Guidelines are provided for the Comp-TA application and analysis as follows.

When investigating the generic construct of engagement to academic tasks, the scores are obtained by adding the values achieved for each item, following the additive nature of the instrument. The minimum possible score is 15, and the maximum is 105. The degree of engagement is distributed in 3 levels: low (15–35), medium (36–70), and high (71–105).

When studying each construct, the scores are obtained by adding the values for each item in allusion to the dimension.

The affective dimension is made up of 4 items: they make me curious to learn new things; they make me interested in studying new topics; they make me want to start a new topic; and I think they are interesting and attractive. The minimum possible score is 4, and the maximum is 28. The degree of affective engagement is distributed in 3 levels: low (4–12), medium (13–20), and high (21–28).

The behavioral dimension is made up of 7 items: I follow the instructions given by the teacher for its development; I answer the questions asked by the teacher; I complete all the requirements of it; I concentrate when the teacher presents the instructions to carry it out; I ask questions to the teacher when I do not understand; I participate in the revision of the work; and I listen attentively to the teacher’s explanations to solve it. The minimum possible score is 7, and the maximum is 49. The degree of behavioral engagement is categorized in 3 levels: low (7–21), medium (22–35), and high (36–49).

The cognitive dimension is made up by 4 items: I think about what I already know about the topic because it can help me understand better; I take care to understand as much as possible when reviewing the activity; I try to distinguish the most important information; and I think of different ways to solve it to choose the option I consider the best. The minimum possible score is 4, and the maximum is 28. The degree of cognitive engagement is distributed in 3 levels: low (4–12), medium (13–20), and high (21–28).

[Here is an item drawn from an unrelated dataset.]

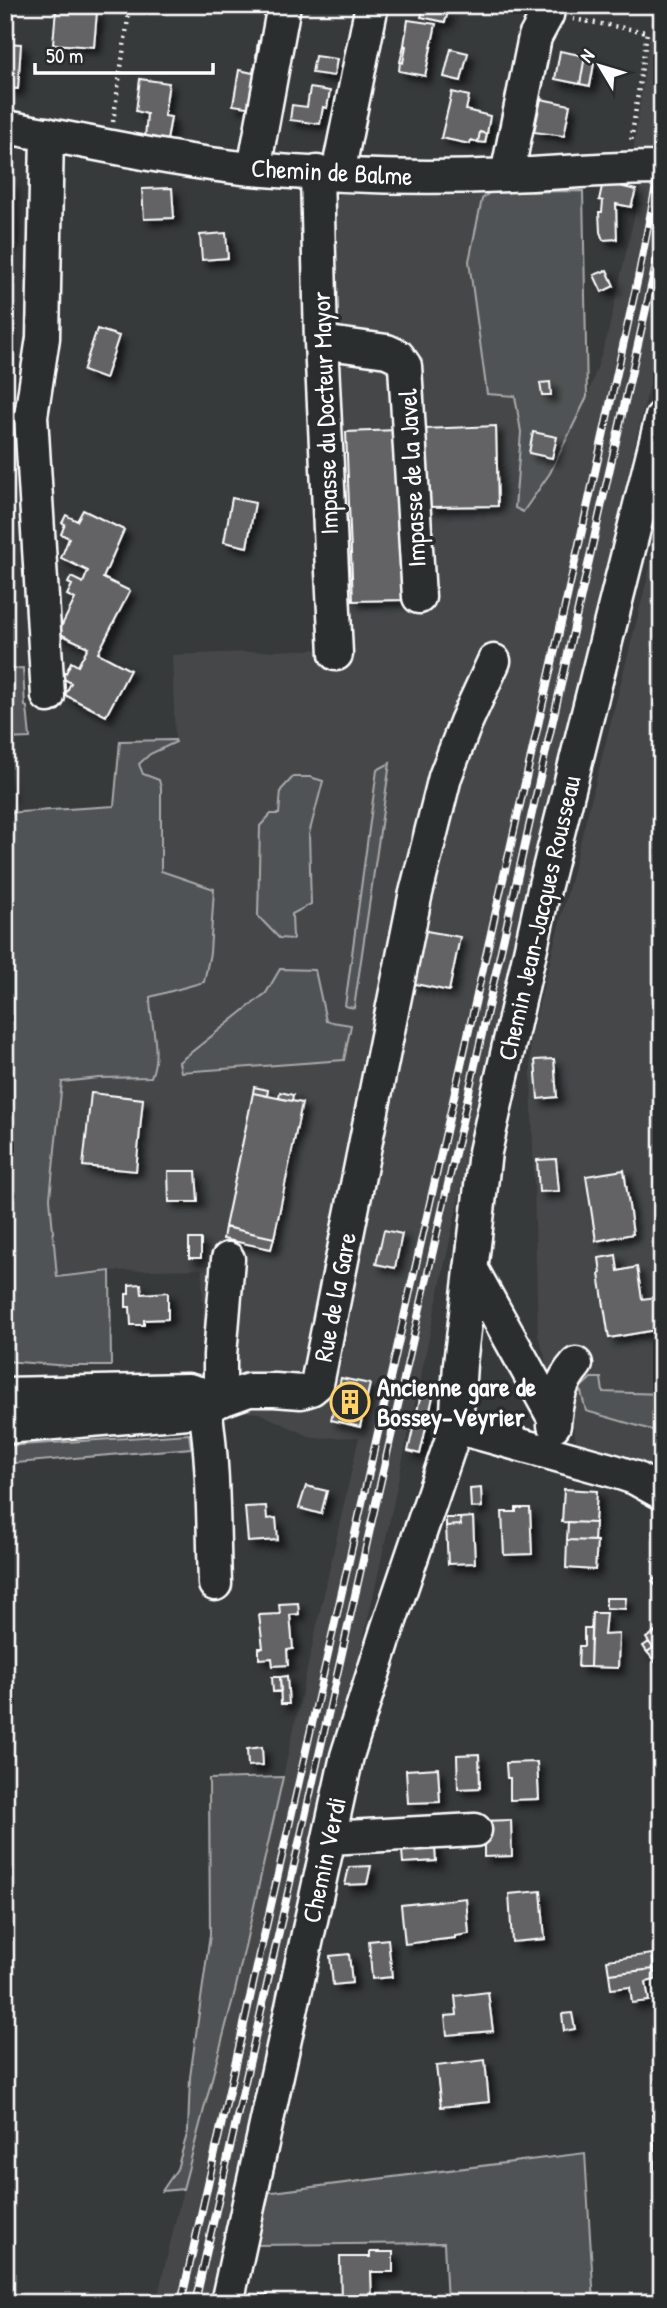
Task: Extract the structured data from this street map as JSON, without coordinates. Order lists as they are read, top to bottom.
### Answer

Finally, among the limitations of the Comp-TA, it should be mentioned that, despite its relevance and usefulness, the data are subjective in nature, and its accuracy will depend largely on the honesty of the student. As researchers and teachers, it is known that people tend to answer what is socially correct, especially in the academic context. That is why, we encourage to socialize the aims of the questionnaire prior to its application and also involving students in concrete actions to improve their level of engagement to academic tasks.

Data Availability

The data used to support the findings of this study are available from the corresponding author upon request.

Ethical Approval

This study was approved by the Universidad Católica de la Santísima Concepción’s Ethics Committee.

Disclosure

This manuscript has not been published previously, it is not under consideration for publication elsewhere, and its publication is approved by the two authors.

Conflicts of Interest

The authors declare that they have no conflicts of interest.

Authors’ Contributions

All authors listed have made a substantial, direct, and intellectual contribution to the work and approved it for publication.

Acknowledgments

This work was supported by the National Fund for Scientific and Technological Development, Fondecyt Regular (project no. 1191891 Integración de tecnologias inmersivas en educación: Mecanismos de aprendizaje y practicas educativas efectivas desde la formación de profesores), granted to Maria Graciela Badilla-Quintana by the Gobierno de Chile.